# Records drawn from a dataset
▼

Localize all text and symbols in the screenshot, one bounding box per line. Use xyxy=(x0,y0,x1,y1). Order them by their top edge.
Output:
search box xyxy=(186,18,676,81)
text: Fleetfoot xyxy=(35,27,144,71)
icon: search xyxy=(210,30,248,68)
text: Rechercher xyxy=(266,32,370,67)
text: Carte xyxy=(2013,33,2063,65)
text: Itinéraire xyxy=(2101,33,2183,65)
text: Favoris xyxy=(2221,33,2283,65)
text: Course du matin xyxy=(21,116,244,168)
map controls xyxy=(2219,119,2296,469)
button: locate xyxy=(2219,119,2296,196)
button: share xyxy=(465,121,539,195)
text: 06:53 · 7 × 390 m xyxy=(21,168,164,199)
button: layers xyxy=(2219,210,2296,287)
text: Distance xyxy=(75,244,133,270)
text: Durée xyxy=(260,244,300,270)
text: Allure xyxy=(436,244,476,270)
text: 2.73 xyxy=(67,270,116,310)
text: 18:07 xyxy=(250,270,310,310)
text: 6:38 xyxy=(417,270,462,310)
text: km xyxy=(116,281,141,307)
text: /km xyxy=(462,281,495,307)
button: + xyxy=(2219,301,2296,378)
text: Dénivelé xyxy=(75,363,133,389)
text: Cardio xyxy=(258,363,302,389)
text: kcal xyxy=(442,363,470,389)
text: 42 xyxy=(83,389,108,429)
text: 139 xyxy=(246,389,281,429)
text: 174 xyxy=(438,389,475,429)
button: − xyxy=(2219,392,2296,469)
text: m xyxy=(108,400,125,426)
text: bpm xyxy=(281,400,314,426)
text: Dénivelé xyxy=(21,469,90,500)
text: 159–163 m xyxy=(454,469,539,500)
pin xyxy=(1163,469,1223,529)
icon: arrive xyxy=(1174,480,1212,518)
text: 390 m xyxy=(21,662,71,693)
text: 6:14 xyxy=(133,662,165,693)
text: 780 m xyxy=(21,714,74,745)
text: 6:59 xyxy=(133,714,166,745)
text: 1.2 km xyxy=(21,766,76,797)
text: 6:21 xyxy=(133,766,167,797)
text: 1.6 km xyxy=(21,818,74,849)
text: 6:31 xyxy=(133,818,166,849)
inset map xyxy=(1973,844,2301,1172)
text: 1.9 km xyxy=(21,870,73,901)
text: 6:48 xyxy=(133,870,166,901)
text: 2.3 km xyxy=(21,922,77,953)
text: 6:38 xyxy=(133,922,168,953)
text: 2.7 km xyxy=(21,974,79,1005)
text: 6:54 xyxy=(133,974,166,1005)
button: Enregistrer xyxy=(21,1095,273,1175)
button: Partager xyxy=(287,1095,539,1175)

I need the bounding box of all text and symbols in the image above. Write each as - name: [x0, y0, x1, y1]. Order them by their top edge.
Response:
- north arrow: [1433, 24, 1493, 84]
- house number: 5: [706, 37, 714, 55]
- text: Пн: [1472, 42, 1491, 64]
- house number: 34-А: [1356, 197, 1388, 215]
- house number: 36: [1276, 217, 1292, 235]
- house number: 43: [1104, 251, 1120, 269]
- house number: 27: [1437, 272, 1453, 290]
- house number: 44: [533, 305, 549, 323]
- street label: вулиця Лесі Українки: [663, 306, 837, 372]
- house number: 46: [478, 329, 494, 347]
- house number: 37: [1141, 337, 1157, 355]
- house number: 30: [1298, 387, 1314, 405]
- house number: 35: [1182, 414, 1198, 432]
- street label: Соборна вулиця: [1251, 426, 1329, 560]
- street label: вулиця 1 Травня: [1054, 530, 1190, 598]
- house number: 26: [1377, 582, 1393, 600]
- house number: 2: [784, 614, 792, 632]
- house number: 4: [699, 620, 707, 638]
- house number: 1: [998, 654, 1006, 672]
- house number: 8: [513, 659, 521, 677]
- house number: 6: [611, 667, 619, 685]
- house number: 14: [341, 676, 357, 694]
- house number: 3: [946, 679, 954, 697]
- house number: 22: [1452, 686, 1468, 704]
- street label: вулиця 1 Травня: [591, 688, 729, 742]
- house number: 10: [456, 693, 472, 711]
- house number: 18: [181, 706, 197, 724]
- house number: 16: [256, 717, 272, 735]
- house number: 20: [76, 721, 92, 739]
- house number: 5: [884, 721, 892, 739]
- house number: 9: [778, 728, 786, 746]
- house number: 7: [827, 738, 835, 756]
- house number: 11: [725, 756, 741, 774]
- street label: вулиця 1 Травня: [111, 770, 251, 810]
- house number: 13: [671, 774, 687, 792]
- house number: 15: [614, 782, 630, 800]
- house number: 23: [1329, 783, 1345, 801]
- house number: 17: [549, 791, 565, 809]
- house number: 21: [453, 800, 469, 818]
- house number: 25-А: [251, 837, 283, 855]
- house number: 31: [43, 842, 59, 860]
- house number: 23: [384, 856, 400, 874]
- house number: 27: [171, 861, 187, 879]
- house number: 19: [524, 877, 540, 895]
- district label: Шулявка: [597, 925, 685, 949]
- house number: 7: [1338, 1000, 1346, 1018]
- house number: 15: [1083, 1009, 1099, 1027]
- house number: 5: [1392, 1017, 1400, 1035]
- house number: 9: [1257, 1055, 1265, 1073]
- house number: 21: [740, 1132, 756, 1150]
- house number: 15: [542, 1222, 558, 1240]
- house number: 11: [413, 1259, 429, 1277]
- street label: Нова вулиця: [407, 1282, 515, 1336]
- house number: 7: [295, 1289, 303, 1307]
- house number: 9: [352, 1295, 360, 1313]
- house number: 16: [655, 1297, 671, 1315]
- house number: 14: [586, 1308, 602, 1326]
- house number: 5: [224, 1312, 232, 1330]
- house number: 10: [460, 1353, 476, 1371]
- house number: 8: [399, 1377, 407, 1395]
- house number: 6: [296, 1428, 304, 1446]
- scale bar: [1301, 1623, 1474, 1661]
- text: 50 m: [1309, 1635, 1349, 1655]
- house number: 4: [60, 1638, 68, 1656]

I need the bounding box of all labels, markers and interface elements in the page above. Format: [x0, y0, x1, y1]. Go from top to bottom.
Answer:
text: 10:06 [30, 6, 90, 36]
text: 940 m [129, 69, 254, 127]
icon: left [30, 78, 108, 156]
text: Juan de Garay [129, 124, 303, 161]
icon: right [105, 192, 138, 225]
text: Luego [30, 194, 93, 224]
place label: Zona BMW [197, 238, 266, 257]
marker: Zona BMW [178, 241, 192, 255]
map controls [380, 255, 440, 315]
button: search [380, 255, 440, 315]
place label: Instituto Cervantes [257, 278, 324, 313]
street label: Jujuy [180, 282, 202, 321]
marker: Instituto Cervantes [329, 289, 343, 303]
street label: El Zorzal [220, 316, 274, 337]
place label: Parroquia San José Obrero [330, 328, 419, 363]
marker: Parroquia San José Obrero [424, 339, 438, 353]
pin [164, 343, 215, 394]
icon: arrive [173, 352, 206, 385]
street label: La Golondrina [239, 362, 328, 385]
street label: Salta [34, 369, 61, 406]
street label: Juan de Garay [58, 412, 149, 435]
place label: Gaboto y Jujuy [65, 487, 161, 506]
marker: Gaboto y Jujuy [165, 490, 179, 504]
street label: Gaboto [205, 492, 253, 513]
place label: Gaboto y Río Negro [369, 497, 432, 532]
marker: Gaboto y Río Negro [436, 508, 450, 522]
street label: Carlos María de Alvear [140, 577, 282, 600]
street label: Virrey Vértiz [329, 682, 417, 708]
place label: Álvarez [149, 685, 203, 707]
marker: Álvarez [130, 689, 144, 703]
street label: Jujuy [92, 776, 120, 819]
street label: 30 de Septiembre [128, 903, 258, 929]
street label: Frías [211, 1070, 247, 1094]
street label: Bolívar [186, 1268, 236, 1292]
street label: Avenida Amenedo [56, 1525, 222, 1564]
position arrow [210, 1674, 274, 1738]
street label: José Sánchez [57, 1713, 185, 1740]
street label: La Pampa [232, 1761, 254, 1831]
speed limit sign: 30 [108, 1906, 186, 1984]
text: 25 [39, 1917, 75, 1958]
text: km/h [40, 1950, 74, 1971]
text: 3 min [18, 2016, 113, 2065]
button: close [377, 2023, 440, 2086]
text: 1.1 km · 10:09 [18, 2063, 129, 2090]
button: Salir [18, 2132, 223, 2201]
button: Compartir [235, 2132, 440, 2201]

▲

# Work request
Please copy every line in the entries where "Garay" appears.

# Written solution
text: Juan de Garay [129, 124, 303, 161]
street label: Juan de Garay [58, 412, 149, 435]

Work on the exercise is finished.